Thoughts in the Dead of Night

by Sarcasticles



Category: One Piece
Genre: Fluff, Gen, Why aren’t there more stories of Nami and Robin being friends?
Language: English
Status: Completed
Published: 2019-08-18
Updated: 2019-08-18
Packaged: 2020-09-06 15:30:03
Rating: General Audiences
Warnings: No Archive Warnings Apply
Chapters: 1
Words: 2,702
Publisher: archiveofourown.org
Story URL: https://archiveofourown.org/works/20293768
Author URL: https://archiveofourown.org/users/Sarcasticles/pseuds/Sarcasticles
Summary: While Robin sleeps, Nami wonders





	Thoughts in the Dead of Night

The first night Nami and Robin roomed together was awkward. Not because Nami was afraid of the woman who twelve hours previous had been a mortal enemy (although there was a little of that) or because they knew nothing about one another (which was also true) but because Robin was so damn _quiet_.

And not in the understated, aloof loner way either. Nami was convinced that if Nico Robin made a sound it was because she _wanted_ to be heard. She moved silently from one place to another, more like a ghost than a person made out of flesh and blood. It made sense, in a morbid kind of way. What kind of assassin would she be if she were noisy all the time?

But still. Nami had grown accustomed to the cacophony that was the Straw Hat Pirates. Even Vivi — with all her regal grace — wasn’t this...reserved. It reminded Nami a little of Nojiko, back when Arlong still ruled over their lives. On the days Nami would return home kicking and screaming, her sister would just sit and wait for the tantrum to fizzle itself out, before calmly cleaning up the mess Nami made and going on with her daily business.

The difference being, of course, that Nami and Nojiko trusted each other explicitly, whereas Nami wasn’t sure where exactly she stood with the Straw Hat’s newest and most enigmatic member.

Robin was still reading when Nami laid down to sleep. Perhaps it was the dim lighting, but Nami thought she caught a flicker of surprise when on her face when she said goodnight. Like Robin wasn’t expecting even that basic courtesy. Nami considered for a moment saying something more, but couldn’t think of anything that wouldn’t be awkward or intrusive. The moment passed, and Nami allowed herself to fall asleep. Tomorrow would be a new day, with new chances to learn more about their new archeologist.
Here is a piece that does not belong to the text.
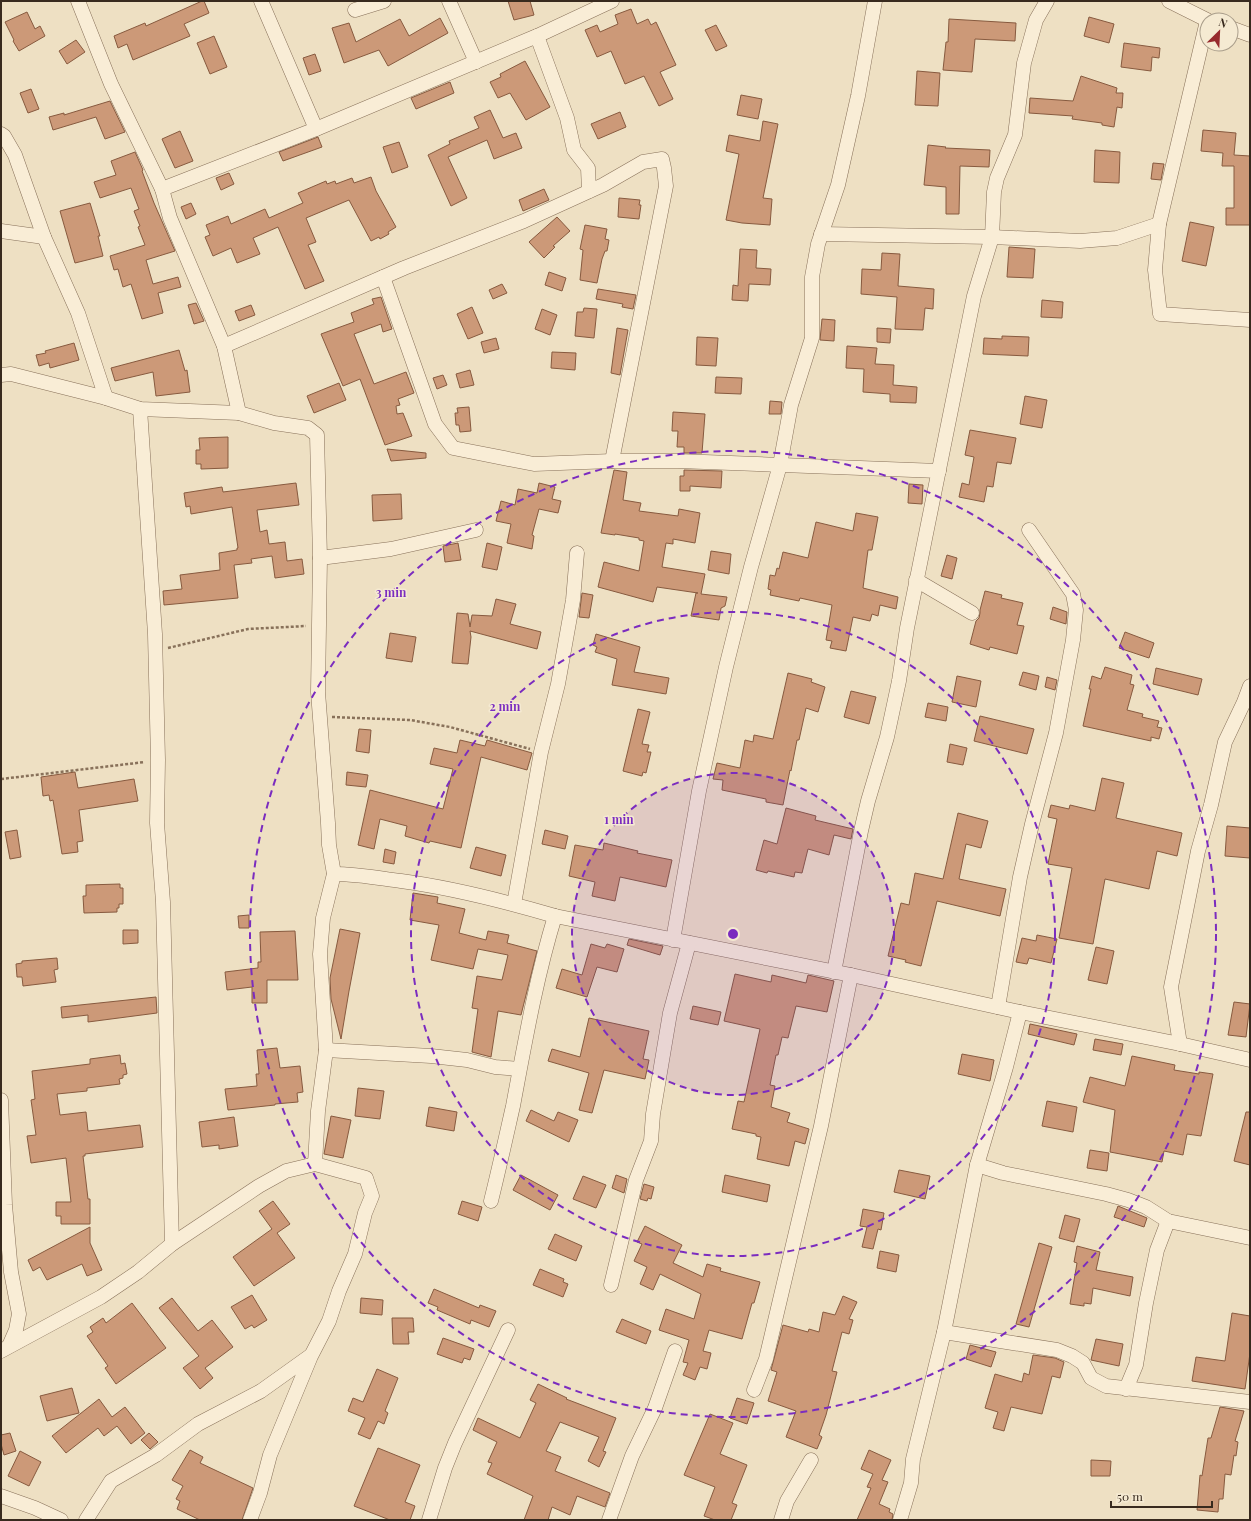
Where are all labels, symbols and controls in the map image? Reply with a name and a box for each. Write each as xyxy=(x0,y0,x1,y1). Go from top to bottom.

She was awoken hours later by the sound of Nico Robin tossing and turning from the other side of the room, and spent the rest of the night wondering what was hiding beneath that impenetrable silence.

* * *

Robin spent the immediate aftermath of the battle against Enel sleeping. She, like so many others struck by a bolt of divine wrath, was not out of the woods simply because they survived being struck by lightning. Chopper warned that she was at risk of dangerous heart rhythms, and that shock and adrenaline were the only things that kept her going as long as she had. 

There were too many injured for Chopper to focus on any one person, especially since Robin seemed to be in no immediate danger. As the only other crew member with even a sliver of medical knowledge, Nami volunteered to watch over her in his absence, with strict instructions to send for him if anything changed.

It was impossible not to feel guilty at the sight of her bruised and burned skin. Robin was one of the strongest people she knew, and it was terrifying to see her so...so _vulnerable_. Robin wore an aura of mystery like a second skin, and kept her true thoughts hidden behind an enigmatic smile. Her graceful air was stripped away while she slept, and Nami felt an almost violent urge to protect her from any further harm.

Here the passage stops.